The bard constructs his spells on the fly, similar to how a Sorcerer does. But in the Bard's case, he's using verbal memory tricks to remind himself of exactly how the spell goes, in a musically "learned" fasion, rather than drawing on instinct. He's got a lot of other things to focus on, though, and doesn't have quite the energy to apply to packet-making as the Wizard or Sorcerer.

A Divine spellcaster gets these packets handed down pre-made; the Cleric need only invoke them (Causes, if permitted, are [quasi-]dieties under this Theory of Magic; perhaps Causes are what the dieties were originally born of, or there's an awful lot of dieties out there and you don't actually need a diety's name to pray to one [and thus a Cause cleric is actually getting spells granted by a diety who's name he doesn't know] - it is techncially possible for a Cleric to have no ranks in Knoweledge(Religion), after all - or whatever).

The verbal and somatic components of spells are not all the same - that's why you need a Spellcraft check to identify a spell as it's being cast.
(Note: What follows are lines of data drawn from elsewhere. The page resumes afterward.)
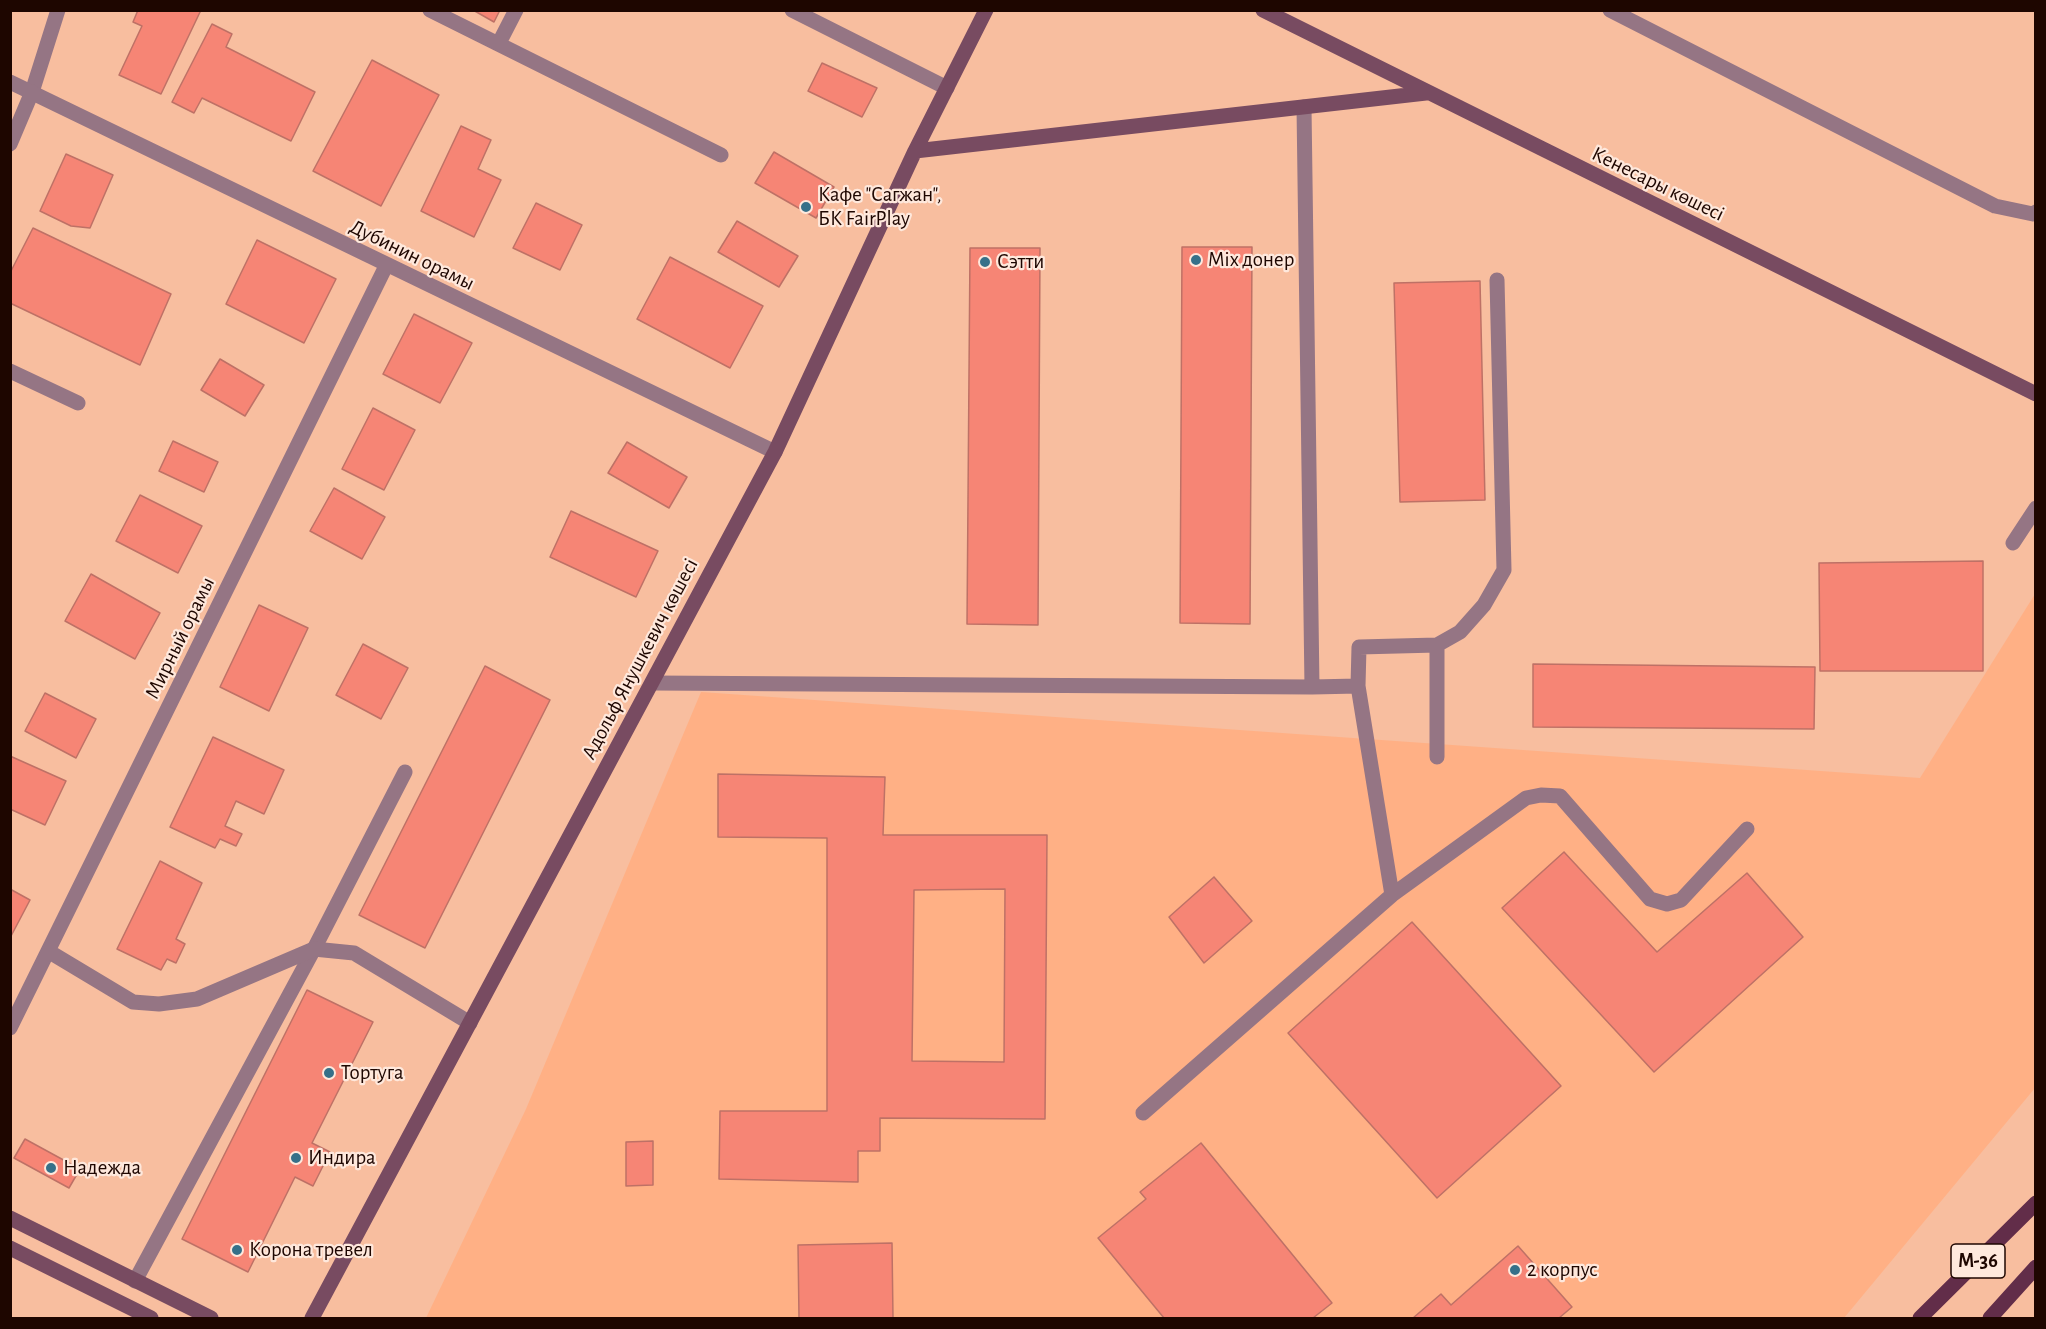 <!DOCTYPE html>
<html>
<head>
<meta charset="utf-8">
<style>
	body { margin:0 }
	#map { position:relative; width:2046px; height:1329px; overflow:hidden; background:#f8be9f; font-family:"Alegreya Sans",sans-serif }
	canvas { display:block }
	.frame { position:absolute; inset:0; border:12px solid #1e0600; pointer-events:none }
</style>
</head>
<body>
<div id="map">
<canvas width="2046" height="1329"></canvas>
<div class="frame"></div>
</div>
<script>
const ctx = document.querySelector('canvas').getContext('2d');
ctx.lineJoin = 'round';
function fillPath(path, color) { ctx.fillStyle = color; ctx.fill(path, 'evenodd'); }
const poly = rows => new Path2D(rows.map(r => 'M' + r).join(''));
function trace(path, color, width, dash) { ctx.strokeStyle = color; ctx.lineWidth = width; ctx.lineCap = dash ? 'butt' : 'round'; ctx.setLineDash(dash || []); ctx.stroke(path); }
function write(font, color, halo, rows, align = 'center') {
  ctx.font = font + ' "Alegreya Sans",sans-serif'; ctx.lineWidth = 4.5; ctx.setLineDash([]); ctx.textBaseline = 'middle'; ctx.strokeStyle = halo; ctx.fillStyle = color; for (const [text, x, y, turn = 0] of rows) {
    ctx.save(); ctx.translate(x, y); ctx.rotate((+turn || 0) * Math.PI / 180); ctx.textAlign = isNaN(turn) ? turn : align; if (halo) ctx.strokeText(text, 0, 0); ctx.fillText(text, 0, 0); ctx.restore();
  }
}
fillPath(poly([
	[2035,594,2035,1088,1844,1318,426,1318,526,1109,701,692,1920,778]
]), '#ffb085');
const building = poly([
	[138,10,201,10,161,94,119,75,142,26,133,22,138,10],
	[473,10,500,10,494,22,473,10],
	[212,24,232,34,226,47,315,92,291,141,202,98,194,113,172,102,212,24],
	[372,60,439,95,381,206,313,171,372,60],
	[822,63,877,88,862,117,808,91,822,63],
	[461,126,491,140,478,169,501,180,474,237,421,211,461,126],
	[774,152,834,187,816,218,755,183,774,152],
	[66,154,113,175,90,228,71,226,40,211,66,154],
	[536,203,582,225,560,270,513,248,536,203],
	[737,221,798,256,779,287,718,252,737,221],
	[33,228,171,294,140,365,10,303,10,273,33,228],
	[257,240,336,279,304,343,226,304,257,240],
	[1182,247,1252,247,1250,624,1180,623,1182,247],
	[970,248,1040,248,1038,625,967,624,970,248],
	[670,257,763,306,730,368,637,319,670,257],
	[1480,281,1485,500,1400,502,1394,283,1480,281],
	[414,314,472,343,440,403,383,374,414,314],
	[220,359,264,385,245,416,201,390,220,359],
	[373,408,415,430,384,490,342,469,373,408],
	[173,441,218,462,204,492,159,471,173,441],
	[627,442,687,477,669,508,608,473,627,442],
	[334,488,385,517,362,559,310,531,334,488],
	[140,495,202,526,178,573,116,541,140,495],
	[571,511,658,551,636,597,550,557,571,511],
	[1983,561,1983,671,1820,671,1819,563,1983,561],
	[91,574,160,613,135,659,65,621,91,574],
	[259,605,308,628,269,711,220,687,259,605],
	[363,644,408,668,381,719,336,695,363,644],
	[1533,664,1815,667,1814,729,1533,727,1533,664],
	[485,666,550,700,425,948,359,915,485,666],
	[45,693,96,719,76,758,25,731,45,693],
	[213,737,284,770,264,814,236,801,225,826,242,834,236,846,220,839,215,848,170,827,213,737],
	[10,756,66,781,45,825,10,809,10,756],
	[718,774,885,777,883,835,1047,835,1045,1119,880,1118,880,1151,858,1151,858,1182,719,1179,720,1111,827,1111,827,838,718,837,718,774],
	[1005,889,1004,1062,912,1061,914,890,1005,889],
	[1564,852,1657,952,1747,873,1803,937,1654,1072,1502,908,1564,852],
	[160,861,202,883,176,939,185,944,176,963,167,959,161,970,117,949,160,861],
	[1214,877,1252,921,1204,963,1169,917,1214,877],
	[10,889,30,900,10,938,10,889],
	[1412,922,1561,1086,1437,1198,1288,1033,1412,922],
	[307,990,373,1022,312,1143,330,1152,313,1186,295,1177,248,1272,182,1239,307,990],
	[25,1139,80,1169,69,1188,14,1158,25,1139],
	[653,1141,653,1185,626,1186,626,1142,653,1141],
	[1201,1143,1332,1303,1313,1318,1164,1318,1098,1238,1146,1199,1140,1192,1201,1143],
	[892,1243,893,1318,799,1318,798,1245,892,1243],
	[1518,1246,1572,1307,1559,1318,1413,1318,1441,1294,1451,1305,1518,1246]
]);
fillPath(building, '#f68575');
trace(building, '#be7166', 1.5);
trace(poly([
	[1610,10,1995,206,2033,214,2036,212],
	[32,92,58,10],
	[10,371,78,403],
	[2013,543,2036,508],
	[1437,645,1437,757],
	[652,683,1312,687,1304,107],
	[1358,686,1392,895,1526,798,1541,795,1560,796,1650,899,1667,904,1681,900,1747,829],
	[1312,687,1358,686,1359,647,1437,645,1460,632,1484,605,1504,570,1497,280],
	[1143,1113,1392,895],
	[135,1281,314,949,405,772]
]), '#957584', 15);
trace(poly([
	[430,10,721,155],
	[792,10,947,88],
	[499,43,516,10],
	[10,82,775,452],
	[10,144,32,92],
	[48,951,133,1002,159,1004,197,999,314,949,354,953,470,1023],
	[10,1028,386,266]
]), '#957584', 15);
trace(poly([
	[1263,10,2036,394],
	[915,151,1426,93],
	[10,1218,211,1318],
	[10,1248,151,1318],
	[312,1318,775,452,915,151,986,10]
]), '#784b61', 15);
trace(poly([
	[1920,1318,2036,1203],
	[1990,1318,2036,1267]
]), '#622d49', 15);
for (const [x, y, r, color] of [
	[806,207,6,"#367089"],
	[1196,260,6,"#367089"],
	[985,262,6,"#367089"],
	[329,1073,6,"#367089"],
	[296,1158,6,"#367089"],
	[51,1168,6,"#367089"],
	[237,1250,6,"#367089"],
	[1515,1270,6,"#367089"]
]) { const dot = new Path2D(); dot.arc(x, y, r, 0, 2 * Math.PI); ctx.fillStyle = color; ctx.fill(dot); trace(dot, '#fee8dc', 2); }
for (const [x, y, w] of [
	[1978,1261,54]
]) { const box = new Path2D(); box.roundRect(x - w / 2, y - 17, w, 34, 4.5); ctx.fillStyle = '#fee8dc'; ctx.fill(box); trace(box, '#1e0600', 1.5); }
write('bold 20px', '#1e0600', null, [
	["M-36",1978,1261]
]);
write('21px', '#1e0600', '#fee8dc', [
	["Кенесары көшесі",1658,184,26],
	["Дубинин орамы",412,255,26],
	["Мирный орамы",180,638,-64],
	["Адольф Янушкевич көшесі",640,659,-62]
]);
write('21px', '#1e0600', '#fee8dc', [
	["Кафе \"Сагжан\",",818,195],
	["БК FairPlay",818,219],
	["Mix донер",1208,260],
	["Сэтти",997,262],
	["Тортуга",341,1073],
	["Индира",308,1158],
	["Надежда",63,1168],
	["Корона тревел",249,1250],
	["2 корпус",1527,1270]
], 'left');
</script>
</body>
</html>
Each Wizard sets up a slightly different trigger mechanism - and, indeed, sets up slightly different trigger mechanisims even for copies of the same spell, so he doesn't fumble two spells trying to supply the right bit of extra push to the same triggers and coming up short (the Quicken Spell metamagic feat partially revolves around aranging for less "push" and redundant triggers). Much of the Spellcraft check to identify a spell on the fly is involved in tracking the energies as they come into play in order to predict the final result; the energy packet has something of an effect on the outside world while it's still being given that final push.

Spellcasters need the material and focus components because some energy packets require a pattern to draw off of; there's a little more information needed to finish the effect than can be easily contained in the energy packet (in the case of "complex" material or focus components, such as a live spider or a cocoon; Eschew Materials aleviates the need for some of it by putting a bit more info into the spell); others require something physical for a slight boost in energy or focus (for "simple" components like the copper coin for Detect Thoughts or the copper wire for Sending; Eschew Materials aleviates the need for some of it by putting a bit more force or focus into the spell). Sorcerers still need them because sometimes, there's just too much to remember, or some of it really does need to be channeled outside the body, for whatever reason. Other components are either a source of energy to power certain portions of the spell that are only quasi-magical in and of themselves, a bribe of sorts to certain forces,
or even a form of insulation against backlash. A divine caster avoids the need for most such trappings with help from above... but there are limits to what they can be bothered to do for their followers.

Chambers
2012-10-02, 07:39 AM
I like to think of Prepared Casters as doing the same kind of magic that Merlin uses in the Amber series. He's a mage and has access to raw blasting power, but in order to be more efficient he's got to prepare individual spells, like an Invisibility Spell, a Heart Attack Spell, a Fourth of July Fireworks Spell, etc.

He calls the process 'hanging' a spell, as he works within his Logrus Vision (read: Arcane Sight) to directly manipulate the magical formula (read: lines of code) in order to produce the desired result. He calls it hanging a spell because each spell is actually 90% cast in the process of preparing it. The spell is held together by 3 or 4 lynch-pins, or magical words & gestures, that when said complete the casting of the spell.

The process seems to take about 15-20 minutes to hang a few basic spells, and they last that way for a decent amount of time before they degrade into uselessness. The time isn't specified if I remember correctly, but I think it's somewhere in the time frame of a day or two.